Votre billet est honnête, Soleil vert. Vous notez : "La Rome de Robert Silverberg ne diffère pas de celle que nous ont légué les historiens romains, la modernité n’y suinte pas. Reste le plaisir de replonger dans les Humanités Classiques et de savourer la vaste culture historique de l’écrivain." Merci pour cette présentation

Christiane a dit…

découvrent des merveilles est...

Soleil vert a dit…

J'ai replongé aussi avec plaisir dans le livre de Yourcenar. Le destin du monde pèse sur les épaules d'Hadrien comme sur celles d'Atlas. Dans le livre de R Silverberg c'est Rome qui assume cette tâche.

Anonyme a dit…

Renouvier est un philosophe pas trop bête mais point un romancier. Dans le même genre, on signale d’Asimov une Histoire de la République ( Romaine) sortie en France ces temps-ci. Énormes difficultés à prendre au sérieux les Memoires d’ Hadrien.. «  Ce que vous avez cru être du marbre se révélera du saindoux ». C’est helas cruellement vrai ! Bien à vous. MC

Christiane a dit…

Extraordinaire cheminement que de relire ces "Mémoires d'Hadrien" !
Oui, Rome... mais surtout le regard d'un homme au seuil de la mort qui écrit une longue lettre à Marc Aurèle. Méditation sur la Beauté, la Vie, la Mort, le Temps, l'Amour...
Une voix qui va s'éteindre et qui dit : Je...
Une autobiographie supposée ( donc vous voilà dans votre élément !).
La mort omniprésente... comme dans le livre de Malcolm Lowry et le film de Huston.
Quelle belle idée.
Je reviens à la douceur de votre blog après l'émotion, sous le billet précédent....

Christiane a dit…

Je lirai les cinq nouvelles que vous avez retenues. Mais après la vague brûlante du roman de Malcom Lowry. Celui-là on ne peut pas le lâcher.

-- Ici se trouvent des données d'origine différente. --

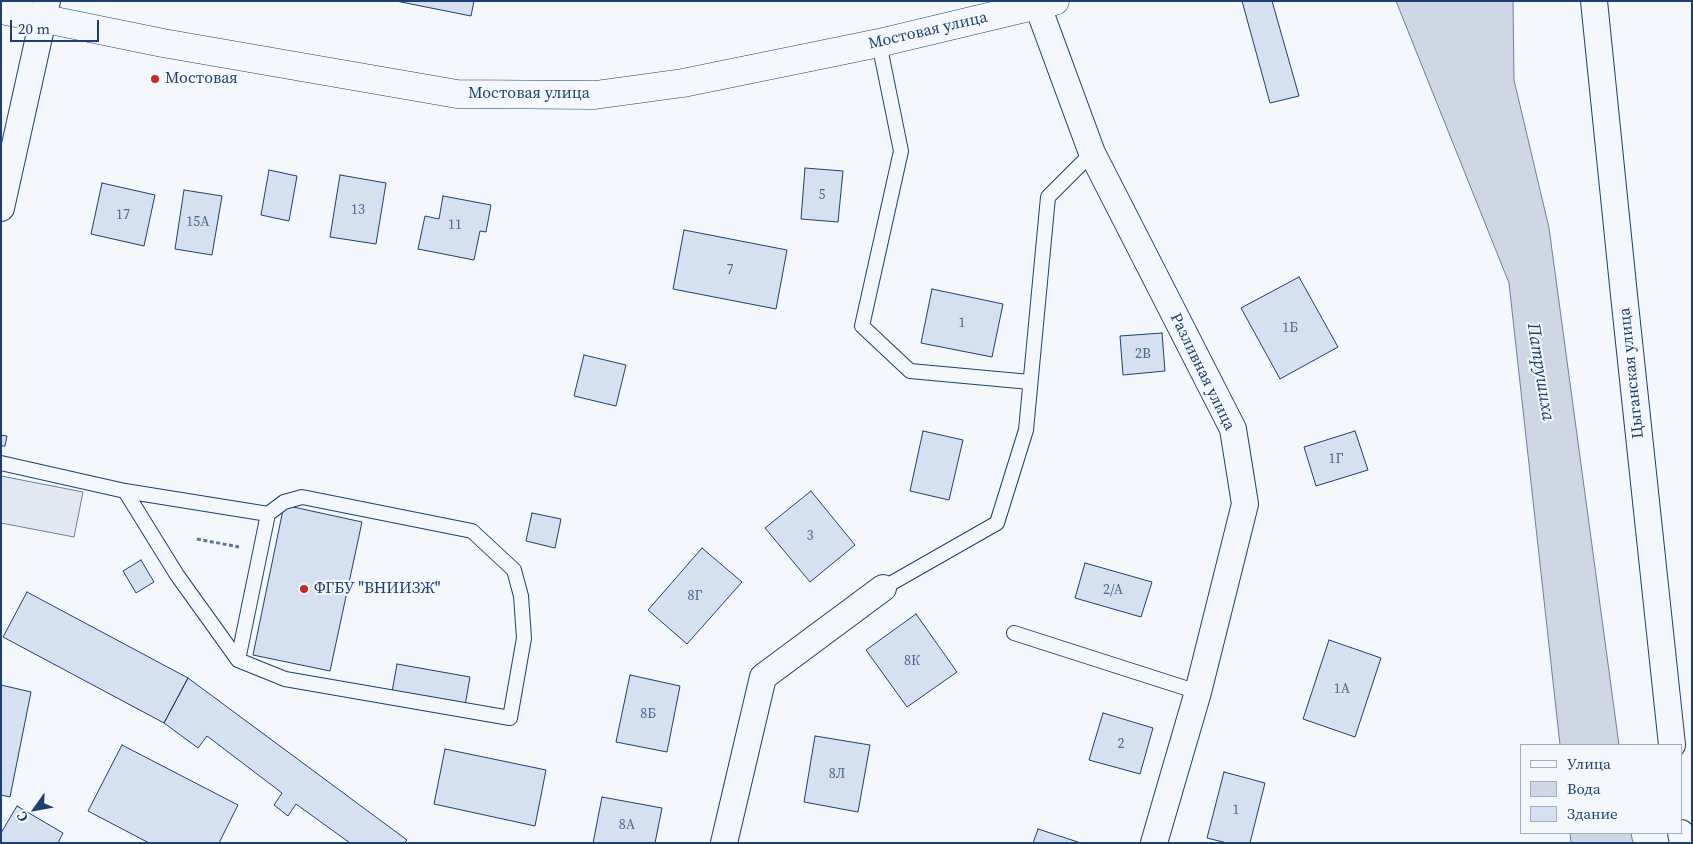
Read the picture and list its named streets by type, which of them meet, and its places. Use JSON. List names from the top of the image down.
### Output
{
  "streets": {
    "street": ["Мостовая улица", "Разливная улица", "Цыганская улица"]
  },
  "crossings": [
    ["Мостовая улица", "Разливная улица"]
  ],
  "water": ["Патрушиха"],
  "places": ["Мостовая", "ФГБУ \"ВНИИЗЖ\""],
  "house_numbers": [
    "5",
    "13",
    "17",
    "15А",
    "11",
    "7",
    "1",
    "1Б",
    "2В",
    "1Г",
    "3",
    "2/А",
    "8Г",
    "8К",
    "1А",
    "8Б",
    "2",
    "8Л",
    "1",
    "8А"
  ],
  "legend": ["Улица", "Вода", "Здание"],
  "scale_bar": "20 m",
  "north": "bottom left"
}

Les pensées à vif de Geoffrey Firmin ressemblent par leur assemblage à un cauchemar où la femme aimée et presque rejetée est un supplice de Tantale où il boit sa culpabilité. Il est authentique dans son délire fait d'alcool et de nuit. C'est lui le volcan. Que son corps s'écroule dans le ravin à la fin n'est que le début : traversée de l'enfer et peut-être puisque "l'homme est une merveille" (Socrate, au début), peut-être une grande poussée de lave pour le jeter dans la lumière... Mais ça c'est une autre histoire (dernier chapitre ou nouvelle de l'oeuvre mystérieuse de Silverberg, "Roma AEterna".)

Christiane a dit…

Je le reprends en le corrigeant !
"Vous évoquez "Le Seigneur des ténèbres" de Silverberg. Étrange...
Klein évoque le mythe de Philoctète pour évoquer "Le Seigneur des ténèbres". de Silverberg.
Geoffrey Firmin dans le roman de Malcolm Lowry est aussi une évocation de Philoctète.
Deux fois ce héros de la mythologie grecque qui selon Sophocle souffre de blessures qui ne guérissent pas. La souffrance est même ce qui définit ce personnage blessé ( mordu par un serpent...), provoque son aliénation sociale, le tient prisonnier comme d'un labyrinthe ...
Ce n'est pas la première fois que ces deux oeuvres se rencontrent par leur mythes...

Christiane a dit…

Au fait, Soleil vert, pour quelles raisons avez-vous annoncé la présentation
de ces deux romans en même temps ? Quels liens faites-vous entre les oeuvres ? Les deux écrivains ?

Christiane a dit…

Un passage magnifique de "Sous le volcan" de Malcolm Lowry (p.388) qui lie ce roman à l'univers des mythes et de la science-fiction :
"Éternité... Le Consul avait retrouvé son calme. Accoudé au bar il fixait le liquide incolore au parfum d'éther dans son verre, son deuxième verre. Boire ou ne pas boire - Pourtant, en se privant de mescal, réfléchit il, n'avait-il pas oublié leur grand périple dans l'univers, que la Terre était un vaisseau cinglé par le fouet du cap Horn, condamné à ne jamais atteindre Valparaiso ? Ou bien c'était une balle de golf frappée en direction de la Lyre d'Hercule, qu'aurait captée au passage, avec la main, par la fenêtre de son asile, un géant des Enfers ? Ou bien que c'était un autocar accomplissant son trajet erratique vers Tomalin et le néant. Ou encore que c'était - tout ce qu'on voudrait, dans une minute, après un nouveau méscal."

Soleil vert a dit…

"Klein évoque le mythe de Philoctète pour évoquer "Le Seigneur des ténèbres". de Silverberg."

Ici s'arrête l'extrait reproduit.